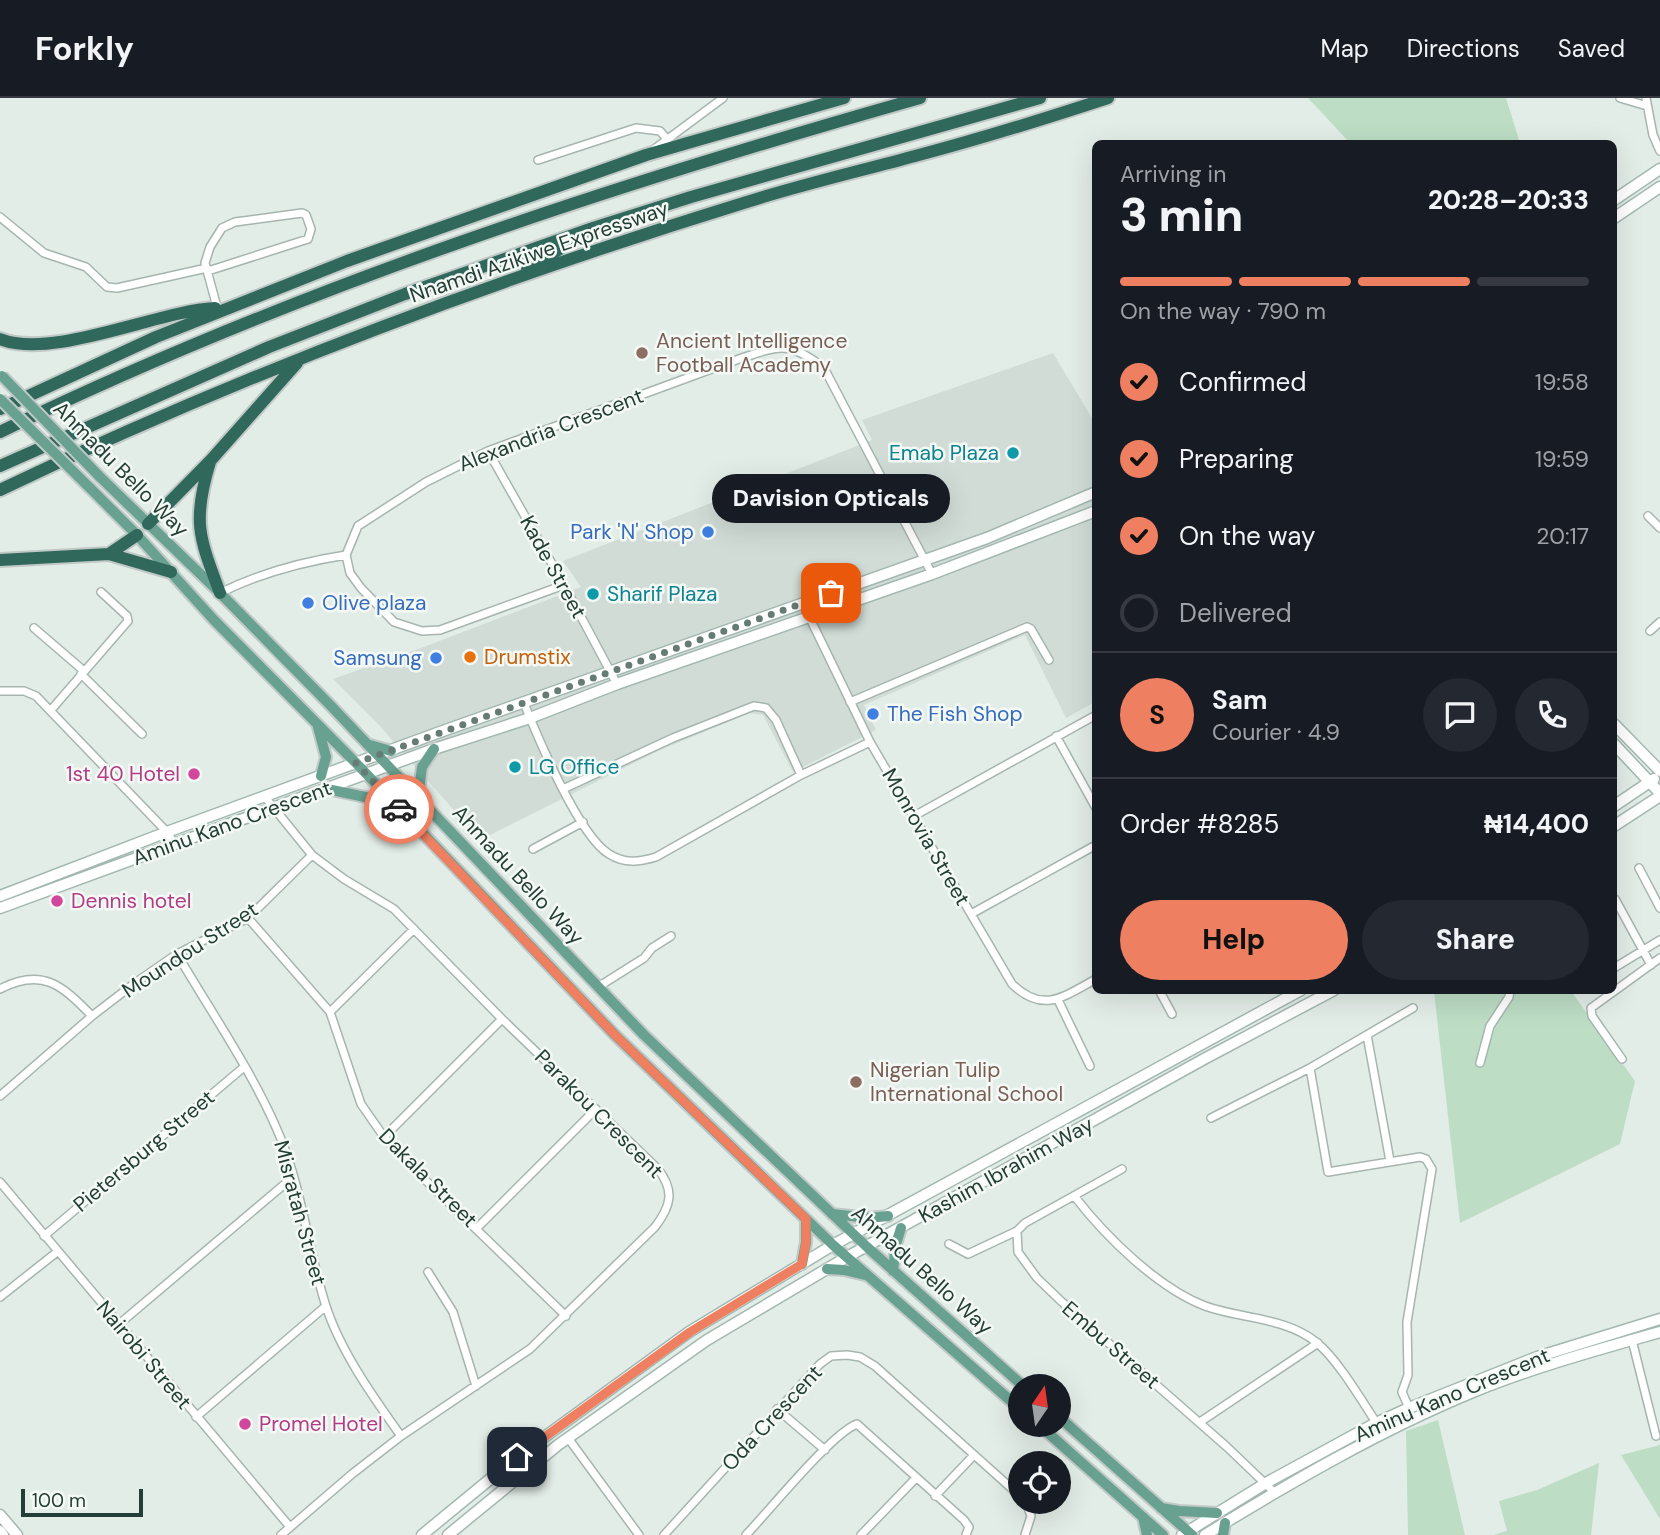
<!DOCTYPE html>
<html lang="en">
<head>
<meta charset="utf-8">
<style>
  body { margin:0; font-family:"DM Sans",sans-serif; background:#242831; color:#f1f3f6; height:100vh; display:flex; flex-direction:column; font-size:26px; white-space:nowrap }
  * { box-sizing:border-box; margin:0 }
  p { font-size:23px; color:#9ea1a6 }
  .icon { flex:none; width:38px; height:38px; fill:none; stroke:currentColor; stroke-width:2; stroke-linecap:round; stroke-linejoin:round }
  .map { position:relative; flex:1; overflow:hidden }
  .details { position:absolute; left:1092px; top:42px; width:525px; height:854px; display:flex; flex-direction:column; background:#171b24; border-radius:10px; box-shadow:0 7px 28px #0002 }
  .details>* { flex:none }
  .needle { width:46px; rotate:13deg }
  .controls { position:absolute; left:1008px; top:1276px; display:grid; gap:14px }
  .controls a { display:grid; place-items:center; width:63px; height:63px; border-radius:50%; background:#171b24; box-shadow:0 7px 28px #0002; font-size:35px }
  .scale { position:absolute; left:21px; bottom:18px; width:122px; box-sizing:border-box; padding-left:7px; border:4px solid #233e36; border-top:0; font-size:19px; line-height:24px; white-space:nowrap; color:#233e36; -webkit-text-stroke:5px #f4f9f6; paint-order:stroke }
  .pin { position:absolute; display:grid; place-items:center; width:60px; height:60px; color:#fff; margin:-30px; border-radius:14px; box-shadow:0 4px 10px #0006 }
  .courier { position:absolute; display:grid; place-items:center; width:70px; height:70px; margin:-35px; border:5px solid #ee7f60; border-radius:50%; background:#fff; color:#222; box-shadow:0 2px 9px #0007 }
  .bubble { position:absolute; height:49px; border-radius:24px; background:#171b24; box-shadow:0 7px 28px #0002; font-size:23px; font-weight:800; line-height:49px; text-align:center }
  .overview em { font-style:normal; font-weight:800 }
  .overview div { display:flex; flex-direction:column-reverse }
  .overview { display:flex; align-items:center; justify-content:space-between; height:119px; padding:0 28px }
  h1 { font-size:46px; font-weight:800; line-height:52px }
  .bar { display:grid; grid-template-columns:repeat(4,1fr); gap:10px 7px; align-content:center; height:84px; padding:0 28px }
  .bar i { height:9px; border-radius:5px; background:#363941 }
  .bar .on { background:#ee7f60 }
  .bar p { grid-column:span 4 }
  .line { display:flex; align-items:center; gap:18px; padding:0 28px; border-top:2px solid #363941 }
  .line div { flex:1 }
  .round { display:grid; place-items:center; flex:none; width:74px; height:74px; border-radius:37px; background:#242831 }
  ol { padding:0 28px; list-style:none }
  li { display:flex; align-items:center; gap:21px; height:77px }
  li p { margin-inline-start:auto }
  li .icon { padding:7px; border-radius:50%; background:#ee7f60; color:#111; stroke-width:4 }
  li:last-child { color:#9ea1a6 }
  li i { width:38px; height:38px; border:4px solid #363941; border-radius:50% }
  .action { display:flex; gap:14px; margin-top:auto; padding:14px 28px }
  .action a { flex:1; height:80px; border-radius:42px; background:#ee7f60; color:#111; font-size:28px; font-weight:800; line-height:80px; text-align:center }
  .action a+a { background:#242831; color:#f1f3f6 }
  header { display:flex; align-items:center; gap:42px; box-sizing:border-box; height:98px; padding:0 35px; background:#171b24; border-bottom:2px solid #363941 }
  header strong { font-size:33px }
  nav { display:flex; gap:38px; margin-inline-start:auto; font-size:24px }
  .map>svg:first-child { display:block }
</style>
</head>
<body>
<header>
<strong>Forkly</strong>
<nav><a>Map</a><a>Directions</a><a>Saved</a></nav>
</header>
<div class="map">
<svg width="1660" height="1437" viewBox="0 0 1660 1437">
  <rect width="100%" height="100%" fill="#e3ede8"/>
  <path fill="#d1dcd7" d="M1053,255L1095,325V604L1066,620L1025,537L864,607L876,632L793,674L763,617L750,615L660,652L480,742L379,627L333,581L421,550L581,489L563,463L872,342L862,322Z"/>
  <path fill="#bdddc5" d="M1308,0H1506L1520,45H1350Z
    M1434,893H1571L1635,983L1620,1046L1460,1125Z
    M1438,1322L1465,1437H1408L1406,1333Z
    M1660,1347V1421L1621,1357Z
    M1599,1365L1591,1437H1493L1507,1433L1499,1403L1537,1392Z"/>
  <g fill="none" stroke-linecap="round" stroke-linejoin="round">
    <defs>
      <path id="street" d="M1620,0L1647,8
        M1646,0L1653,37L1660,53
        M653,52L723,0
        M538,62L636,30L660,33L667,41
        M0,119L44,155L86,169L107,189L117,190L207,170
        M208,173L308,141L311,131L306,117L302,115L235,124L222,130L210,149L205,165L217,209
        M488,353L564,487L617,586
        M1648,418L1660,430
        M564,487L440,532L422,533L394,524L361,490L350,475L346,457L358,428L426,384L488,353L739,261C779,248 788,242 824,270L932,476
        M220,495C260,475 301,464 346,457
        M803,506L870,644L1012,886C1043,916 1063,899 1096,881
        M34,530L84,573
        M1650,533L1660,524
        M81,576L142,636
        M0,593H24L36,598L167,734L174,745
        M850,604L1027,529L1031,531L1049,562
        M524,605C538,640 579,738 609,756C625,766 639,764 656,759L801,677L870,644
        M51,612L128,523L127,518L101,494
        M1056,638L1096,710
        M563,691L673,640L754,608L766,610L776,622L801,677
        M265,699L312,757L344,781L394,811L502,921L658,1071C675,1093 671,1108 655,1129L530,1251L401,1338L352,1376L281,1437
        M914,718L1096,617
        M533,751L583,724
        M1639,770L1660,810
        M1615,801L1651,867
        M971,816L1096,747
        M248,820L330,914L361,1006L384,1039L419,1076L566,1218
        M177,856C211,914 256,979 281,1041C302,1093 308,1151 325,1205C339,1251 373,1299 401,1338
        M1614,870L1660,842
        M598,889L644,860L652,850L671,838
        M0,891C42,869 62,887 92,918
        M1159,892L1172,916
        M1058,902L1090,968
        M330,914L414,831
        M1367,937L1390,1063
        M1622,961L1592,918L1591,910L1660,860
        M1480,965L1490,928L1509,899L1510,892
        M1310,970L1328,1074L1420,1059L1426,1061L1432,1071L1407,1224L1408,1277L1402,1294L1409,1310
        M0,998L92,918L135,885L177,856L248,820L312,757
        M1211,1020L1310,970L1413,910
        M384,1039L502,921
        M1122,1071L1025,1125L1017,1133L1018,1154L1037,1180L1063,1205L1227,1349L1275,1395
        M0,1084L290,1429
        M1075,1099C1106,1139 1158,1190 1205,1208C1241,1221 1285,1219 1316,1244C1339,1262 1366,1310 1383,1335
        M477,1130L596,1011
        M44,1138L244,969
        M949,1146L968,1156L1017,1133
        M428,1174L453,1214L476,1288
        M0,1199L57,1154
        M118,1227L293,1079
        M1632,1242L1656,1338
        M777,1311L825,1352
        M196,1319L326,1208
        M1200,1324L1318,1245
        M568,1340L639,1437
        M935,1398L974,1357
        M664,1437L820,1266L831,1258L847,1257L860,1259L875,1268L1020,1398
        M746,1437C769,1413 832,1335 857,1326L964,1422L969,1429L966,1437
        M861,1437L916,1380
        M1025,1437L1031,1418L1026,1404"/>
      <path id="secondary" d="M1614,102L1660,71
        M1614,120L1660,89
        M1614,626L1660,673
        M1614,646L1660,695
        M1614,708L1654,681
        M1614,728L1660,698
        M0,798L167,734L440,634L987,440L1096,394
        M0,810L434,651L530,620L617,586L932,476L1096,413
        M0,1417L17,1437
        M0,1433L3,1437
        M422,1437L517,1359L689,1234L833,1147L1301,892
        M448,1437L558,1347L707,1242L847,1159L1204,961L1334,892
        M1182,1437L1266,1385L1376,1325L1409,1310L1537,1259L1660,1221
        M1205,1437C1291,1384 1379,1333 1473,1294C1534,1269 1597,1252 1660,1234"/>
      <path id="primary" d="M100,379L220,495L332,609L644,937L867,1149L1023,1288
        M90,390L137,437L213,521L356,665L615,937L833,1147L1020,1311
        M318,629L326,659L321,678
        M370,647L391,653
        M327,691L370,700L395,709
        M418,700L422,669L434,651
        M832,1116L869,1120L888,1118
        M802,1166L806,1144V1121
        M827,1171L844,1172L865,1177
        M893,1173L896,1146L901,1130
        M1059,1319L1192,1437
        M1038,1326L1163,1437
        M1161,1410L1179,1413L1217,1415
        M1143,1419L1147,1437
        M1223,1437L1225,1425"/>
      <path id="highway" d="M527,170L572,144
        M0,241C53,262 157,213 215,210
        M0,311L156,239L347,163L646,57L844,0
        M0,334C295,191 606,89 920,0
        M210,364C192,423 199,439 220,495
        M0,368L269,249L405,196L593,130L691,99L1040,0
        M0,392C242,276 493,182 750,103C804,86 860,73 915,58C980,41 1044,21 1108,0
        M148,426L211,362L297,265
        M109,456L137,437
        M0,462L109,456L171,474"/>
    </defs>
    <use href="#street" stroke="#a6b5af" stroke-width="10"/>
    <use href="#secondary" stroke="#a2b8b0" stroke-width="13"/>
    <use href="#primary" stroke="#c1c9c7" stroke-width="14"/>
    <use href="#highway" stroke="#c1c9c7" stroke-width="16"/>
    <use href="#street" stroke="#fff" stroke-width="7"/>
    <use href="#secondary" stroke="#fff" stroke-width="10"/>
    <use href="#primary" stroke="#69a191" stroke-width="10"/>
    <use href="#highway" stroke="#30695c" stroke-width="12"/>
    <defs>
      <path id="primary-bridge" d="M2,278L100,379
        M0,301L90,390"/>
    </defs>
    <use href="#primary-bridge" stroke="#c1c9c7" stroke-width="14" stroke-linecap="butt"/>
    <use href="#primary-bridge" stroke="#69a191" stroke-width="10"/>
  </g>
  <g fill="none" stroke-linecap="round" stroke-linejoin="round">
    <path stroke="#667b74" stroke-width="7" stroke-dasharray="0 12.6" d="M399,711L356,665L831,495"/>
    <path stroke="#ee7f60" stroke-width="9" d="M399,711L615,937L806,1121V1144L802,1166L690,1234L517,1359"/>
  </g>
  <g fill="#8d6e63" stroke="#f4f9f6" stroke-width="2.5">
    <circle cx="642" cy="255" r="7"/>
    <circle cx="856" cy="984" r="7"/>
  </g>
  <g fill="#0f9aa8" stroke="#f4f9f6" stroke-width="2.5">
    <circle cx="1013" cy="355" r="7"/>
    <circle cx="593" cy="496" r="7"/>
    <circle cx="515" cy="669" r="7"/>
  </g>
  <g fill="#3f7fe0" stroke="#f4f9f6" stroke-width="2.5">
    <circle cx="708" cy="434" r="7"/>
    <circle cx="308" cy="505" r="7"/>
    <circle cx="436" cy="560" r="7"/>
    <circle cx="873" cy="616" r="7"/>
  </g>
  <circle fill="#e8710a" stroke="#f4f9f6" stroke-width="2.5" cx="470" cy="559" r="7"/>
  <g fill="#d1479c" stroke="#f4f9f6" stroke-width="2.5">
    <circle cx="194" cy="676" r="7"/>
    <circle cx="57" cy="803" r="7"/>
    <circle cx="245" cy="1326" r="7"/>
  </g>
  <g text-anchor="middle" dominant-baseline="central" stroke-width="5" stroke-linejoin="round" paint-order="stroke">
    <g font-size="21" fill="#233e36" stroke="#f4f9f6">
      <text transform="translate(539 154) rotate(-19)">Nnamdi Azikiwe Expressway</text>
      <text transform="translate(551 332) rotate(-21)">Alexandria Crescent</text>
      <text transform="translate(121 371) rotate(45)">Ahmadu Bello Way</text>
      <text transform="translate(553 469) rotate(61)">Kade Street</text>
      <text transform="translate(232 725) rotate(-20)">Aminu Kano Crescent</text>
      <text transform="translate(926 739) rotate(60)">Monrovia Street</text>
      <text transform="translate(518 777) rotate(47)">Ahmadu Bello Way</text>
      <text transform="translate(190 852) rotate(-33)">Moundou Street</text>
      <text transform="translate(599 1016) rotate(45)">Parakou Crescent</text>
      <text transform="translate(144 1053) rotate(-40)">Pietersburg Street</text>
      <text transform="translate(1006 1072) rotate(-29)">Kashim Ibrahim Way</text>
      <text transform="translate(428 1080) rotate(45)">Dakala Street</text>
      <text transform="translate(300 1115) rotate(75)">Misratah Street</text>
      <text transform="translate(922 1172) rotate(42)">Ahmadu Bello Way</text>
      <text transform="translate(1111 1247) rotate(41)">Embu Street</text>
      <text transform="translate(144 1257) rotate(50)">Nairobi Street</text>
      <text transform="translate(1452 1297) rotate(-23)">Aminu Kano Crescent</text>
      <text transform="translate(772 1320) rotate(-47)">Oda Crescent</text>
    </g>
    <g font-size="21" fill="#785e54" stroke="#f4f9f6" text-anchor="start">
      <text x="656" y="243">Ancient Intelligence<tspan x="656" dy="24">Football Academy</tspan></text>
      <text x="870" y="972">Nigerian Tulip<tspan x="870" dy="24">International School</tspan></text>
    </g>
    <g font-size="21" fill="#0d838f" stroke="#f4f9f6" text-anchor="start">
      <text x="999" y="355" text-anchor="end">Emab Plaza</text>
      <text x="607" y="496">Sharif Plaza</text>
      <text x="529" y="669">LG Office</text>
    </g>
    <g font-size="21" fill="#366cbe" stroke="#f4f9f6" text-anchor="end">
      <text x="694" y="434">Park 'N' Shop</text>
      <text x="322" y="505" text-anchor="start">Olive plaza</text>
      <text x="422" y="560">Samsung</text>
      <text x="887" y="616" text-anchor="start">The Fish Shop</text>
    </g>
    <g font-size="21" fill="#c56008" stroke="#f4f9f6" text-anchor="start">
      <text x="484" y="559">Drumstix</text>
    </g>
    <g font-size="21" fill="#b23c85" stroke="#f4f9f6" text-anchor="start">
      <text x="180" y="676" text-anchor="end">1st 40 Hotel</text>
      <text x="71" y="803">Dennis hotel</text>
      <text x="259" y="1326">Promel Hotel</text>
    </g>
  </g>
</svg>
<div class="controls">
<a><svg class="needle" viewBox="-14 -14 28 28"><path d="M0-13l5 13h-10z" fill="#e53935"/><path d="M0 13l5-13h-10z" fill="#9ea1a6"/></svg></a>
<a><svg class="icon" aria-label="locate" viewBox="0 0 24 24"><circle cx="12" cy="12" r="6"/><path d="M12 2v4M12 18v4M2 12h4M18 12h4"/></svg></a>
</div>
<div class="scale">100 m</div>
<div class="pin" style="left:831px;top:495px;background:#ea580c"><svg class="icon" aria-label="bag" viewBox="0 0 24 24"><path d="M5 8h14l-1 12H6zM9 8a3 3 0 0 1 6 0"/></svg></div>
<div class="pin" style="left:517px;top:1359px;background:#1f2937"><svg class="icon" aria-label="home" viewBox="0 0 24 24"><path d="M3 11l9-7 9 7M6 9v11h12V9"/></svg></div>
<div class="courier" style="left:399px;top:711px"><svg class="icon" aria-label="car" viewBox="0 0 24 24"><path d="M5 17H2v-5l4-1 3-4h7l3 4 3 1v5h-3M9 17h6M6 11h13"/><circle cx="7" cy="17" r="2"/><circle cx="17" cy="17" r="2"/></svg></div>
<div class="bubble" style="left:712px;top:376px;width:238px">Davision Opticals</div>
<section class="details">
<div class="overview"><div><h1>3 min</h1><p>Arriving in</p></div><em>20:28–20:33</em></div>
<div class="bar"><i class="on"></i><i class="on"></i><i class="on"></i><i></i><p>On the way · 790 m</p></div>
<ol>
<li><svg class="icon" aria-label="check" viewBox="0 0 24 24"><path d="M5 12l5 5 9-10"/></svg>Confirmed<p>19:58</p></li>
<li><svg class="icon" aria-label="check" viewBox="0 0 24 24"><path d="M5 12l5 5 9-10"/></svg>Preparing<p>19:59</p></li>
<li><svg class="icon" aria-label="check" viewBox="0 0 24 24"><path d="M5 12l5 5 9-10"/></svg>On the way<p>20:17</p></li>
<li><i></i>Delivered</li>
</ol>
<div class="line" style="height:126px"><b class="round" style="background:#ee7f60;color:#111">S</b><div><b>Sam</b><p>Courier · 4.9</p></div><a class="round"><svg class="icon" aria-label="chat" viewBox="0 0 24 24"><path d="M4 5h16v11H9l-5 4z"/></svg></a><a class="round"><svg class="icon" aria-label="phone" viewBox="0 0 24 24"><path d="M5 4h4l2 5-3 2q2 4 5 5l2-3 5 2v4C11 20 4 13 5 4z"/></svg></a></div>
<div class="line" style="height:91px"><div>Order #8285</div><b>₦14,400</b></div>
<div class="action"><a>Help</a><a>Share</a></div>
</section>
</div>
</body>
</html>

....

### Work to be completed
Apply a filter to the listing above so that only lines with "check" are kept, and copy those lines.

### Exercise response
<li><svg class="icon" aria-label="check" viewBox="0 0 24 24"><path d="M5 12l5 5 9-10"/></svg>Confirmed<p>19:58</p></li>
<li><svg class="icon" aria-label="check" viewBox="0 0 24 24"><path d="M5 12l5 5 9-10"/></svg>Preparing<p>19:59</p></li>
<li><svg class="icon" aria-label="check" viewBox="0 0 24 24"><path d="M5 12l5 5 9-10"/></svg>On the way<p>20:17</p></li>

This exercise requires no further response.